I blame my Uncle Charles for much of the current trouble, including the abduction of the two hundred schoolgirls. Of course he was just following orders, as all soldiers do. In his case, the orders from London were to annihilate the local Moslem resistance-fighters led by the Sultan of Sokoto, in 1903. He did a good job of it. The death of the Sultan and his troops signaled the collapse of the Caliphate of the day.
The British Army rewarded Charles and his fellow officers with promotions and medals, and the missionaries moved in to save the souls of the survivors and their families. Occasional later rebellions were successfully put down – “brutally”, Wikipedia says – and the soldiers no doubt filled their boots with native blood. Local resentment simmered away on the back burner, culminating (perhaps) in the abduction of the schoolgirls earlier this year. So thanks for nothing, Uncle Charles!

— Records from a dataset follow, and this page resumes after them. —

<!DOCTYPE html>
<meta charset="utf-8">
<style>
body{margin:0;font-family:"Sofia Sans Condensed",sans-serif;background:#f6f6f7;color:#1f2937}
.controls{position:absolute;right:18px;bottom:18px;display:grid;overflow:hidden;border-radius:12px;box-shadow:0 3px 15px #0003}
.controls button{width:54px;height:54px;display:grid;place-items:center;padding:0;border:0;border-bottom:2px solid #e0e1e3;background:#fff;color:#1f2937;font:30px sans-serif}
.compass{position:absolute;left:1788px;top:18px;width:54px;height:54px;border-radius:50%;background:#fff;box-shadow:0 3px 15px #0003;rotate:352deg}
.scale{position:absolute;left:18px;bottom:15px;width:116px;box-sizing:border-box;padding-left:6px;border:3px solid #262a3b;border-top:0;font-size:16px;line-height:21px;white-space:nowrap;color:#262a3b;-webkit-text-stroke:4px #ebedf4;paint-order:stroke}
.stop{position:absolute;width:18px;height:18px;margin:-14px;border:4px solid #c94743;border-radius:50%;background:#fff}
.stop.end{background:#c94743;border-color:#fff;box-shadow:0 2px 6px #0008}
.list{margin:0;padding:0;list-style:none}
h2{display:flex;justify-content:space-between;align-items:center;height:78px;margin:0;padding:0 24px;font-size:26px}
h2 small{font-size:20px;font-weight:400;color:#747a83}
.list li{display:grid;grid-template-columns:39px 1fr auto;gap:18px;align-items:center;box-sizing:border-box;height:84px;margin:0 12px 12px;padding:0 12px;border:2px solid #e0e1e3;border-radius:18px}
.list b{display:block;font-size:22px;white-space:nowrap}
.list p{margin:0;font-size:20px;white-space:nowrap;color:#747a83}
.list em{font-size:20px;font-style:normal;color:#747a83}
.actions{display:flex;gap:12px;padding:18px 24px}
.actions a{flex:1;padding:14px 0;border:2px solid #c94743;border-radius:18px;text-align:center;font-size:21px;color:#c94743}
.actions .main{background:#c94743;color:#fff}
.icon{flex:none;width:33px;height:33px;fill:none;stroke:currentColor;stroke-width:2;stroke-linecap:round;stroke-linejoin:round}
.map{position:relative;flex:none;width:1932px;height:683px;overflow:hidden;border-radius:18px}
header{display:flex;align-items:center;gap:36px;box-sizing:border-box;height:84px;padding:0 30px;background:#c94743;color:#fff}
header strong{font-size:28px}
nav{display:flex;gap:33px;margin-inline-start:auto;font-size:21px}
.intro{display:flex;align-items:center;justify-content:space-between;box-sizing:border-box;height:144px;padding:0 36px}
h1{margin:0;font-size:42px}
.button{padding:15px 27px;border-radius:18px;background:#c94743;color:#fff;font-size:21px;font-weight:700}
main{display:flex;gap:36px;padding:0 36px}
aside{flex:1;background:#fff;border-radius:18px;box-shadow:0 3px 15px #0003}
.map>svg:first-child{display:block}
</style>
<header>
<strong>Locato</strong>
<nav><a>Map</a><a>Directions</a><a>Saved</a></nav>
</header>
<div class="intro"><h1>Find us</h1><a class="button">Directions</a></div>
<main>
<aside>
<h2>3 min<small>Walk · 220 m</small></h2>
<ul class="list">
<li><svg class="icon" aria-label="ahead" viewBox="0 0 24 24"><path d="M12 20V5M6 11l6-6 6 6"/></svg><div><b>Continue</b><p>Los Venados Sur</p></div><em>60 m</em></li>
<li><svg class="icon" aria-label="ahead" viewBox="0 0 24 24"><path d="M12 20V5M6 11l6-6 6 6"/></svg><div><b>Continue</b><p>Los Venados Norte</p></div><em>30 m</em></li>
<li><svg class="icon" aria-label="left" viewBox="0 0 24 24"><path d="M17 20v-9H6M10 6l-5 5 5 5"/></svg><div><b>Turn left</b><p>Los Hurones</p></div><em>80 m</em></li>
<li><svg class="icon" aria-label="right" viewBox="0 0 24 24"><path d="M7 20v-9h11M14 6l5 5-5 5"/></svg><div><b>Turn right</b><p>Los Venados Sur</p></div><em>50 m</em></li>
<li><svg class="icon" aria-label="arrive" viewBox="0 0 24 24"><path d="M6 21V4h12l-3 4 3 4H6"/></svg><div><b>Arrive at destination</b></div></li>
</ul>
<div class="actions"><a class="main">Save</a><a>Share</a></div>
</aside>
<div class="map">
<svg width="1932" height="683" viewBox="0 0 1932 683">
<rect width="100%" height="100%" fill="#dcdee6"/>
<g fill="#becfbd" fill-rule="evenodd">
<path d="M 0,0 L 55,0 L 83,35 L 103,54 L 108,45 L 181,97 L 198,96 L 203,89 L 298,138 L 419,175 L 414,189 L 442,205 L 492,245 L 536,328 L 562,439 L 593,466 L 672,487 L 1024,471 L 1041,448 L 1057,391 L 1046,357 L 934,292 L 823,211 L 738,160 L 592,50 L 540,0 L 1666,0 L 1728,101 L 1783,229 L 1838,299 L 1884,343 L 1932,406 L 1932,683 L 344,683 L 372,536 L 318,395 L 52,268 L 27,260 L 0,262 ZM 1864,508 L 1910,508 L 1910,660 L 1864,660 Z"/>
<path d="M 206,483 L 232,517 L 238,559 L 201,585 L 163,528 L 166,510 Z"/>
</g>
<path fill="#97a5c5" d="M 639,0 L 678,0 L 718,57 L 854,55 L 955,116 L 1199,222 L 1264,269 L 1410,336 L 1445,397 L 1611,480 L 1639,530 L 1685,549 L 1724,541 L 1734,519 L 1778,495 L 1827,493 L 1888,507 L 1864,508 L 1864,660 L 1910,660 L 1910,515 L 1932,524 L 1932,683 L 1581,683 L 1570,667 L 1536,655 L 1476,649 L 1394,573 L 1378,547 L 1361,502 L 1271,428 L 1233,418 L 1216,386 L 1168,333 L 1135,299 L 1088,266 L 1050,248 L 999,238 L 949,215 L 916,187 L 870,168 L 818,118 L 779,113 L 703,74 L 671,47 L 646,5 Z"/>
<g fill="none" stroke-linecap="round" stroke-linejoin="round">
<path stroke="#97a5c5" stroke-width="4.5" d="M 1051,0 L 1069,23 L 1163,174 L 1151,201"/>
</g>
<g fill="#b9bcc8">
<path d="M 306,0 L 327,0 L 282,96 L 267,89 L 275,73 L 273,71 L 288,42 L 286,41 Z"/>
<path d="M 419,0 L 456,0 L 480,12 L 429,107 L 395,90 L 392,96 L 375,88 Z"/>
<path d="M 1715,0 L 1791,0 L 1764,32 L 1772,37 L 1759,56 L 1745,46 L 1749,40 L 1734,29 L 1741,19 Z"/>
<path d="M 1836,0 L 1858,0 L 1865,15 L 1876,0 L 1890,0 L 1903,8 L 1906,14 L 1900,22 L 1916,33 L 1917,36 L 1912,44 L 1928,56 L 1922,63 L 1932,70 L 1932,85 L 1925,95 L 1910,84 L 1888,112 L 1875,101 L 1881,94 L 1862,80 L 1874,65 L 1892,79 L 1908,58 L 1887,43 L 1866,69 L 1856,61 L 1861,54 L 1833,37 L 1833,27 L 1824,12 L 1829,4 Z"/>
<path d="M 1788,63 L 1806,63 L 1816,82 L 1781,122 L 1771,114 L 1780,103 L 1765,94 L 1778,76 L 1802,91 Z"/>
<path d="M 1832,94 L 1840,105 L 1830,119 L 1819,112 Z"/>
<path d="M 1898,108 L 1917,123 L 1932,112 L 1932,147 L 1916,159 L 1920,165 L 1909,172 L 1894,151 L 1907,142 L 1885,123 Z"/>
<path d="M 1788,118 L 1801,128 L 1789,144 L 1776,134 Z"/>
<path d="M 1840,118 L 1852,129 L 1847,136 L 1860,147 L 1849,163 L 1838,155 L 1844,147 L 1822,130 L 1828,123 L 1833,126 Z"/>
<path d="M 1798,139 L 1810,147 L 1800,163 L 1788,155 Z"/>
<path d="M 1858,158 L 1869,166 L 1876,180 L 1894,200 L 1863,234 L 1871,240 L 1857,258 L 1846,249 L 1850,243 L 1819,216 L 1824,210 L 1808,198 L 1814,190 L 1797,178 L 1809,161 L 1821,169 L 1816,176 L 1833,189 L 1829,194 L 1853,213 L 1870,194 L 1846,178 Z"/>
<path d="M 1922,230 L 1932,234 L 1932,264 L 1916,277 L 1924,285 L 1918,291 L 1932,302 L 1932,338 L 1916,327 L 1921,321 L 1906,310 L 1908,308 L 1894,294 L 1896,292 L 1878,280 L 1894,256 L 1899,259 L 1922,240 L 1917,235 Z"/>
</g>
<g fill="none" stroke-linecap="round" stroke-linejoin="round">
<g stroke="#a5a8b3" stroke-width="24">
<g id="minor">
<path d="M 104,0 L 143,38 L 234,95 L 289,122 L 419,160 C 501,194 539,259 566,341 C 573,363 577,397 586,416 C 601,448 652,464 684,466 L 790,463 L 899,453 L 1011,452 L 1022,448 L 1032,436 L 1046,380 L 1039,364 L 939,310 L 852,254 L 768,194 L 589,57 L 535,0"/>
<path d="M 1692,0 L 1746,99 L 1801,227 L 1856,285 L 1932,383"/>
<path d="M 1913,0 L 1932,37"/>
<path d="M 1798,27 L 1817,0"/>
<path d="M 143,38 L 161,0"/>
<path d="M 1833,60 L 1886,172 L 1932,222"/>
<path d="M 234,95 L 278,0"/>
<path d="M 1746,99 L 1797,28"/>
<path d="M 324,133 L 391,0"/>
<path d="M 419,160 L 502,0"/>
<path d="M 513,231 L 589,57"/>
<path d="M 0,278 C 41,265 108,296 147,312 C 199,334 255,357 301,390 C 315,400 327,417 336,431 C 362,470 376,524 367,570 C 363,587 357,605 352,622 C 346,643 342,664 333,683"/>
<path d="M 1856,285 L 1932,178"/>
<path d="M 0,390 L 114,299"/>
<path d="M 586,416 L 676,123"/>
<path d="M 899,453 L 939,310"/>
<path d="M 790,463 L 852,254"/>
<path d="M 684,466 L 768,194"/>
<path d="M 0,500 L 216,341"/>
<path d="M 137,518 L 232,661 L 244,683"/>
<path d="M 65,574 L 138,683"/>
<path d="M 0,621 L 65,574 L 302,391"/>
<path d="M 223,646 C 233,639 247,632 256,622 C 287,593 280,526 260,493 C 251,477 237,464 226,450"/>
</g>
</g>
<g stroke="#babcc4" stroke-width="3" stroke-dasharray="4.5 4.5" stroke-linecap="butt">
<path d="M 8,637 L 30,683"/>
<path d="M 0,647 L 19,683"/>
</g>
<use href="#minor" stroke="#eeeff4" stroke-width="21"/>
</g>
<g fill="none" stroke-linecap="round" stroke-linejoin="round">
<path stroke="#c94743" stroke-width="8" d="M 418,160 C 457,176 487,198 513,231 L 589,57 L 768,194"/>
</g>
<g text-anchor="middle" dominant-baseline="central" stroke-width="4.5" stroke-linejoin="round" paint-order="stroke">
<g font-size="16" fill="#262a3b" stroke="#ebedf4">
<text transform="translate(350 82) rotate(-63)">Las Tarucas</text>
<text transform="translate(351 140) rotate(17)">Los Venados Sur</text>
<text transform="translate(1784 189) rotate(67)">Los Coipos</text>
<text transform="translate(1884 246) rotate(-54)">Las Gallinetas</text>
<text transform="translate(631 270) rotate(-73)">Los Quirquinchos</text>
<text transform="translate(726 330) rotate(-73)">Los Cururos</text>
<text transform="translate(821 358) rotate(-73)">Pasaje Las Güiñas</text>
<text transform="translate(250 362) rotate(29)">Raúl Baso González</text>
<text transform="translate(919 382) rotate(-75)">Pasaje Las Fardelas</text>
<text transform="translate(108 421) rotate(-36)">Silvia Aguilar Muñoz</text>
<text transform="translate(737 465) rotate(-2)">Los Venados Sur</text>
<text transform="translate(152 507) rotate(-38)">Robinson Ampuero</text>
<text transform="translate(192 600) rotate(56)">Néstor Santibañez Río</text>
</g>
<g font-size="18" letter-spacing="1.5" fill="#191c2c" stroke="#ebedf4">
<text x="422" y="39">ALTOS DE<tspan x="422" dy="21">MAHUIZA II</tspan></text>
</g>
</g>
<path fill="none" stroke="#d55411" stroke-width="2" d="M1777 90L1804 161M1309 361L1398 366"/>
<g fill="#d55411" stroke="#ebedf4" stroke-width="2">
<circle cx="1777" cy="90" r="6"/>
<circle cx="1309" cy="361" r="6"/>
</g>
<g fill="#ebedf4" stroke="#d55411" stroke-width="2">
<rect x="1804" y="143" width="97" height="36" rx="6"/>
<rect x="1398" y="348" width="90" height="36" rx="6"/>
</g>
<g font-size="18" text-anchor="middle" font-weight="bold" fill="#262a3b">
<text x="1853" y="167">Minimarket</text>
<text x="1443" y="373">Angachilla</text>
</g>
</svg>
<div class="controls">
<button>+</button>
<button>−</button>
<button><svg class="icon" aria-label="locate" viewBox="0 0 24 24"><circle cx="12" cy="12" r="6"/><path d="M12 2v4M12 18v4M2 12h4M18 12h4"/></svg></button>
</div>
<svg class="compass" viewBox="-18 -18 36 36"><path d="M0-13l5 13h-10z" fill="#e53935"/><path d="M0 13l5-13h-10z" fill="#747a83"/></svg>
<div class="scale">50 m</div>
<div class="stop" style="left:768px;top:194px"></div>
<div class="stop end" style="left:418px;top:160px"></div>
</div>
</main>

Actually, he was my father’s uncle – not mine – the last of his generation of Barlows to die. He and his older brother were career Army Officers. Both were participants in the invasion and occupation of the Afrikaans republics – “The Boer War”. Lionel stayed in South Africa after the war, and his descendants were eventually dispossessed of their farm in Zimbabwe a decade or so ago. What goes around, comes around, right? Empires come and go.
Another brother died of malaria while farming in Madagascar, of all places; yet another was killed by aborigines in the Australian bush while panning for gold without their permission. (Somewhere in my papers I have the envelope that once held the last letter his mother wrote to him from England. Addressed to Graham Barlow, Esq, Coen Gold Fields, North Queensland, it was returned undelivered in 1898. On the envelope she noted, “Graham was never heard from again”.)
A fourth brother signed on with an Australian shipping line after the South African war, and married a passenger from Toowoomba. Uncle Charles used to send his Australian nephews ten pounds every Christmas, just to keep in touch. That was nice. The expectation of meeting me, in 1963, kept him alive for an extra little while, his daughter Lucy told me. He died a week after we met, on his deathbed in the house where he and my grandfather had been born, outside Bath, Somerset.
Lucy died unmarried and childless, so I was allowed to take assorted bits of silverware the burglars didn’t carry away – souvenirs of a life spent expanding the Empire. Ross uses one of his Polo trophies from Nigeria as an ashtray in the cabin in Norway. Sigh. What can I say? Sic transit gloria, really.